A hora que acordamos? O quanto trabalhamos? Se acordamos de bom humor todos os dias? O tempo que ficamos de pijama? Se falamos mal dos outros? Se ficamos o dia todo em casa sem fazer nada? Se somos bonzinhos com as pessoas? Se não tratamos ningúem com grosseria? Se não somos tão sinceros a ponto de sermos deselegantes? Se gostamos de plantinhas e bichinhos? Se matamos formigas no jardim da vovó? Se bebemos? Se fumamos? Se bebemos mais um pouco? Se usamos drogas? Se bebemos mais ainda? Se damos pra quem bem entendemos? Se gostamos de sair todos finais de semana? Se gostamos de conhecer pessoas novas e diferentes? Se não estamos nem aí pro que pensam da gente? Se mandamos quem nos irrita tomar no cu? Se só realmente nos importamos com quem merece? Se fazemos caridade? Se ficamos com dó ao ver crianças na rua? Se ficamos com mais dó de cachorros do que de crianças nas ruas? Se traímos? Se somos traídos? Se ajudamos a trair? Se nem ligamos pras coisas que não nos fazem felizes? Se mentimos pros outros? Se mentimos pra nós? Se mentimos pra ser feliz?

Quem se importa?

Cada um com seus problemas. Cada um com a sua consciência.
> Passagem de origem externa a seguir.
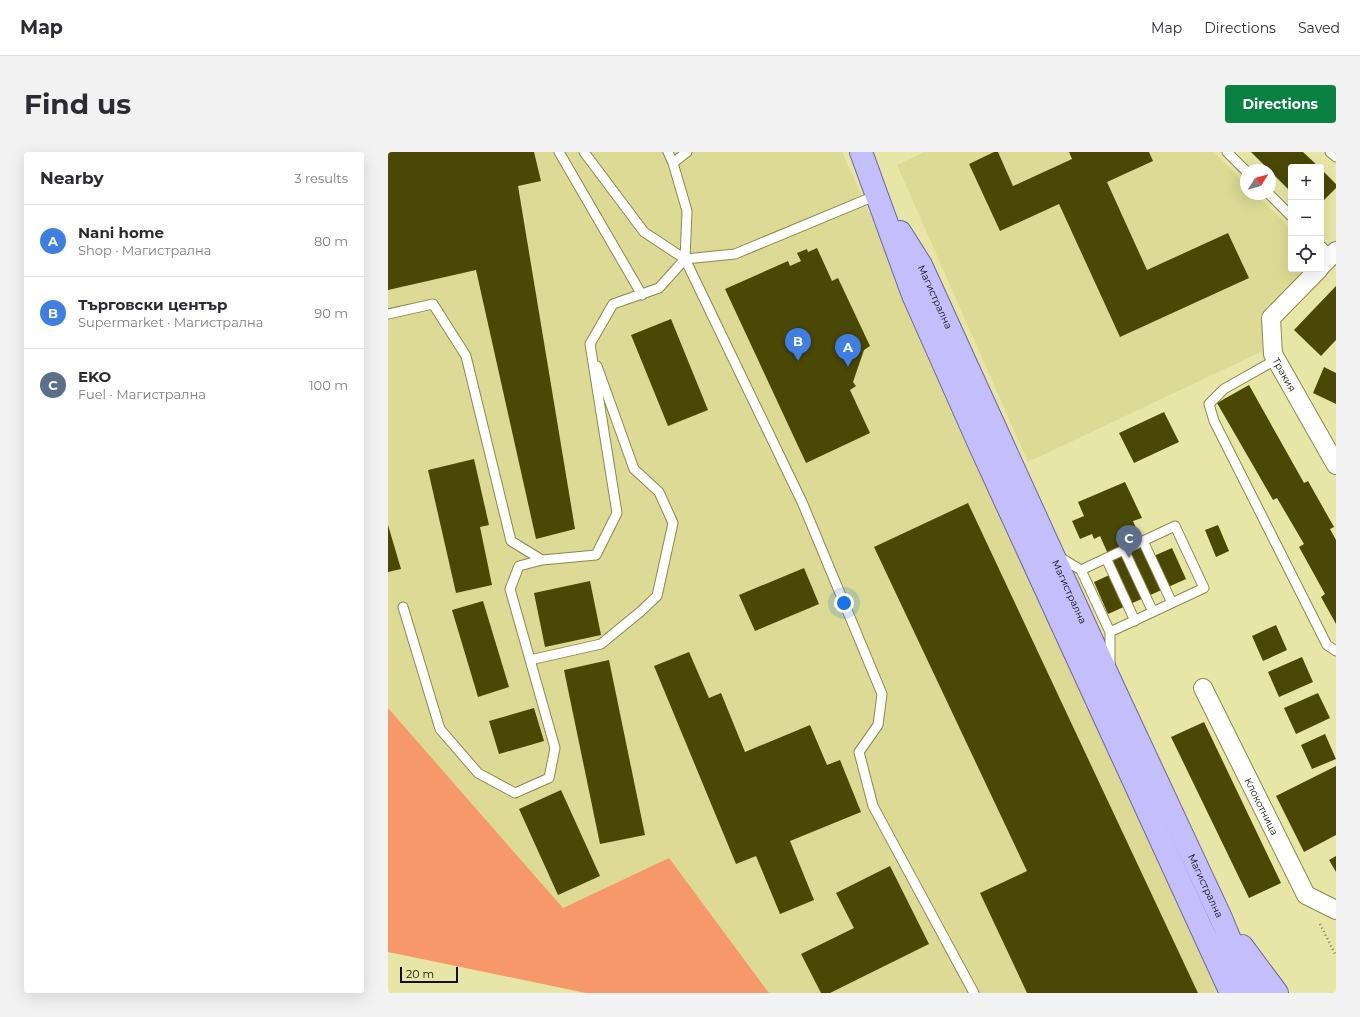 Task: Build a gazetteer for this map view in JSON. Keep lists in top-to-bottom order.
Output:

Eu tenho a minha consciência tranqüila porque ela joga a meu favor. Pode ter certeza de que eu encosto minha cabeça no travesseiro toda noite e durmo com os anjinhos. Sem nada pra me aborrecer.

E sabe o motivo? Eu valho muito. Posso até não valer muito pra você que tá lendo isso agora. Mas, pra mim, eu valho muito sim. Eu acordo tarde, eu não trabalho, eu raramente acordo de bom humor, eu fico de pijama o dia inteiro, eu falo mal dos outros, eu fico o dia todo em casa sem fazer nada, eu não sou boazinha com as pessoas, eu trato muita gente com grosseria, eu sou tão sincera que chego a ser deselegante, eu gosto de plantinhas e bichinhos, eu não mato formigas no jardim da vovó, eu bebo, eu fumo, eu bebo mais um pouco, eu já usei drogas, eu bebo mais ainda, eu dou pra quem eu bem entendo, eu gosto de sair todos os finais de semana, eu gosto de conhecer pessoas novas de diferentes, eu não estou nem aí pro que pensam de mim, eu mando quem me irrita tomar no cu, eu só me importo realmente com quem merece, eu não faço caridade, eu nem fico com tanta dó assim quando vejo crianças na rua, eu fico com mais dó de cachorros do que de crianças na rua, eu já traí, u já fui traída, eu já ajudei a trair, eu nem ligo pras coisas que não me fazem felizes, eu minto pros outros, eu minto pra mim mesma, eu minto pra ser feliz. E daí?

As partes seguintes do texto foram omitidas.